Much like director Steven Soderbergh's other 2012 release, Haywire, Magic Mike is elegantly simple. What makes it interesting -- sets it apart even in its uncomplexity -- is the unique trappings used to tell its story. I suppose this is true of many great films, but it seems especially so in the case of Soderbergh's works.

Magic Mike, in its essence, is about the pitfalls of balancing a blossoming bromance with a blossoming romance. Judd Apatow has made a career out of movies like this, but he's never made one where the titular character and his ne'er-do-well sidekick are successful male strippers. So is Soderbergh's Mike, played by Channing Tatum, who is an ex-male stripper himself. A thirtysomething aspiring entrepreneur, Mike works multiple jobs in hopes that he'll someday have enough money to get his custom furniture business off the ground. He is, as much as any other character from any movie I've seen lately, a true-to-life apparition of a post-recession hero, working incredibly hard toward a dream he has little hope of realizing and making most of his puny fortune off of his looks.

Mike is the star attraction at Xquisite, an all-male revue in Tampa, Fla. led by Dallas (Matthew McConaughey), an aspiring entrepreneur in his own right, who has a leg up on Mike mostly because he is older (and also because he is committed to something a bit more readily marketable than custom furniture -- a strip club empire). Despite Mike's grinding existence, he finds the time to take a protege under his wing, meeting teenaged Adam (Alex Pettyfer) at a construction site (roofing, it seems, is one of his other odd jobs) and, after a chance meeting and an unexpected absence, bringing him into the stripping fold.

As you might imagine, the aimless Adam is far more impetuous than the driven Mike, and, swept up in a new and edgy lifestyle, the former's rash decisions soon become more trouble than they are worth for the latter. Or they would be were it not for Adam's sister Brooke (Cody Horn), to whom Mike is both responsible to (for her brother's well-being) and deeply attracted.

A reckoning is coming. Dallas is ready to move the strip club to Miami, where he believes greater riches lie. Adam's poor decisions, magnified by his escalating drug use, create trouble for all, but especially his mentor, who is still desperately trying to prove himself to Brooke.

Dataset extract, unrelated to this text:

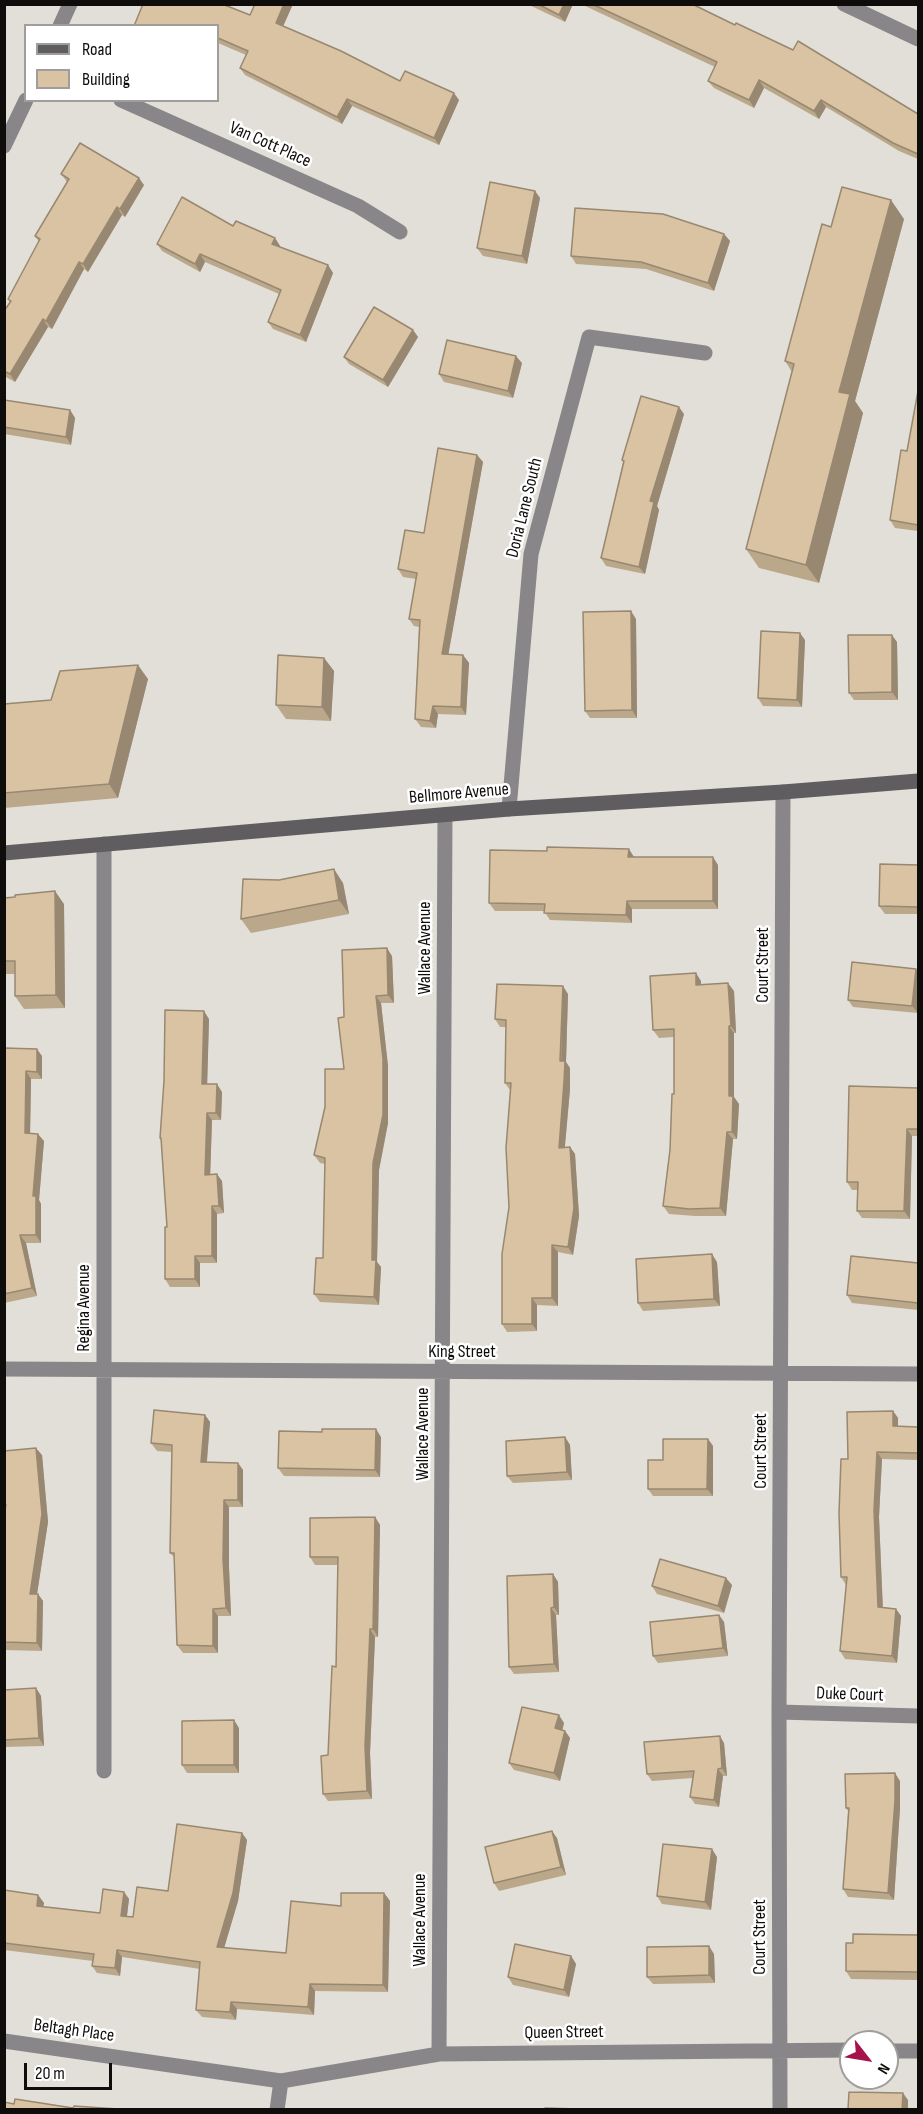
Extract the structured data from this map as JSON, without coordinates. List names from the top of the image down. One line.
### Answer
{"streets":{"main road":["Bellmore Avenue"],"street":["Van Cott Place","Doria Lane South","Wallace Avenue","Court Street","Regina Avenue","King Street","Duke Court","Beltagh Place","Queen Street"]},"crossings":[["Doria Lane South","Bellmore Avenue"],["Bellmore Avenue","Wallace Avenue"],["Bellmore Avenue","Court Street"],["Bellmore Avenue","Regina Avenue"],["Wallace Avenue","King Street"],["Wallace Avenue","Queen Street"],["Court Street","King Street"],["Court Street","Duke Court"],["Court Street","Queen Street"],["Regina Avenue","King Street"],["Beltagh Place","Queen Street"]],"legend":["Road","Building"],"scale_bar":"20 m","north":"bottom right"}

Mike, if you haven't guessed by now, is at a crossroads. Down one path is the unbridled and free, but also immature and unrewarding life he knows, represented by Adam. Down another is pure uncertainty -- a chance at something with Brooke, but only a chance.

Again, this is a simple film with an outlandish facade. Mike, who just so happens to be a stripper, still faces the hard choices that many in my generation are as well. His economic prospects are bleak, relative to the last few generations, and he's also just barely emerging from a prolonged and hedonistic adolescence.

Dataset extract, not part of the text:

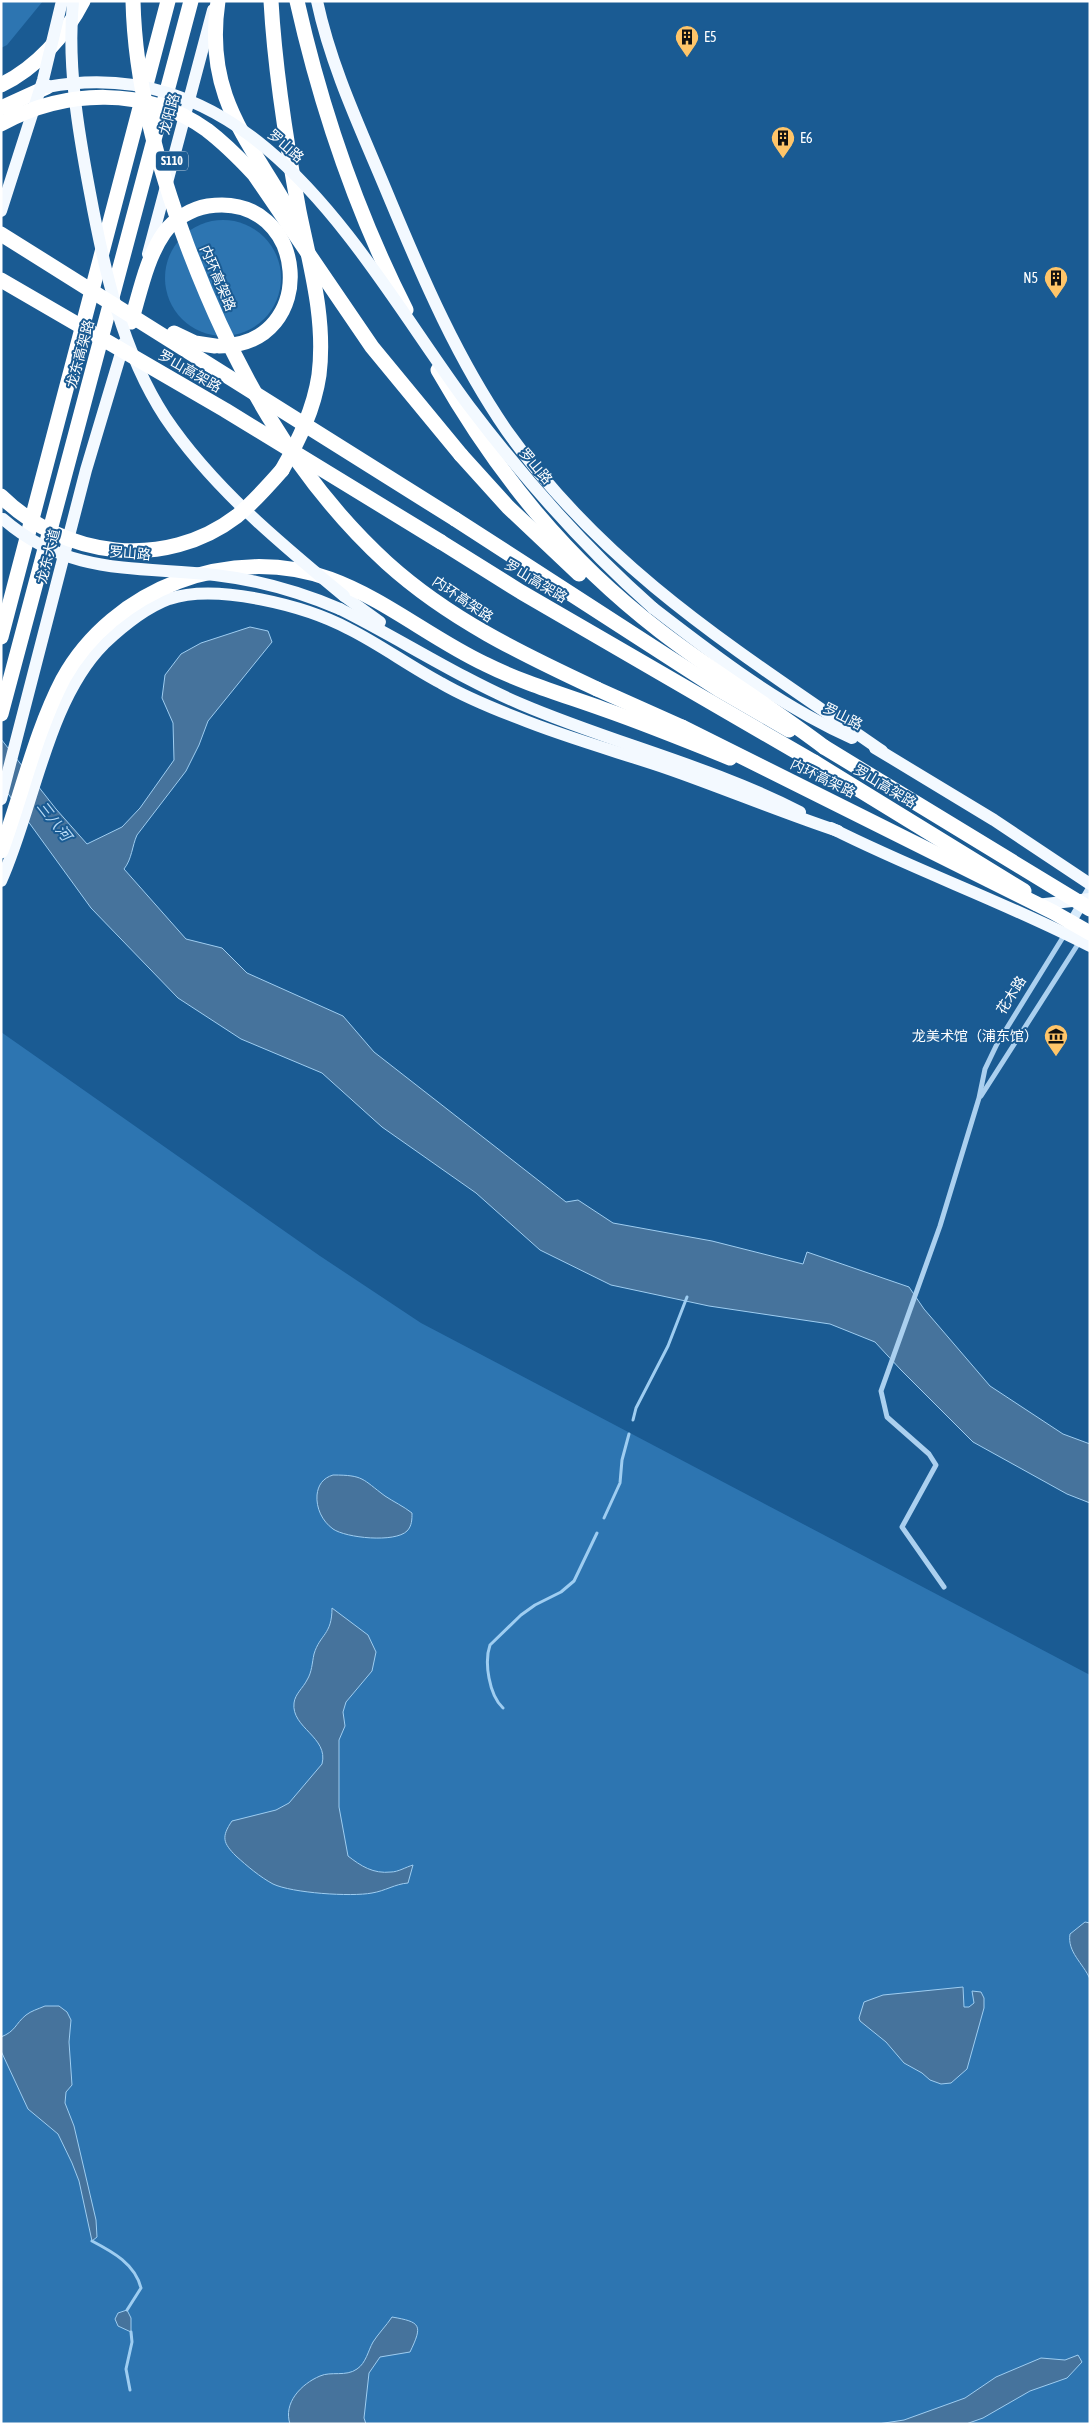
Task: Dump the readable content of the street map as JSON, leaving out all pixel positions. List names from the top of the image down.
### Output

There's a stunning resonance in Mike's situation for anyone who has grown up in a post-9/11, post-housing crash world. What wasn't so stunning, at least to me, were the performances of just about everyone outside of the film's two stars, Tatum and McConaughey. There was a wooden flatness to the brother-sister pair of Adam and Brooke that, had there been a different dynamic, might have really elevated this film.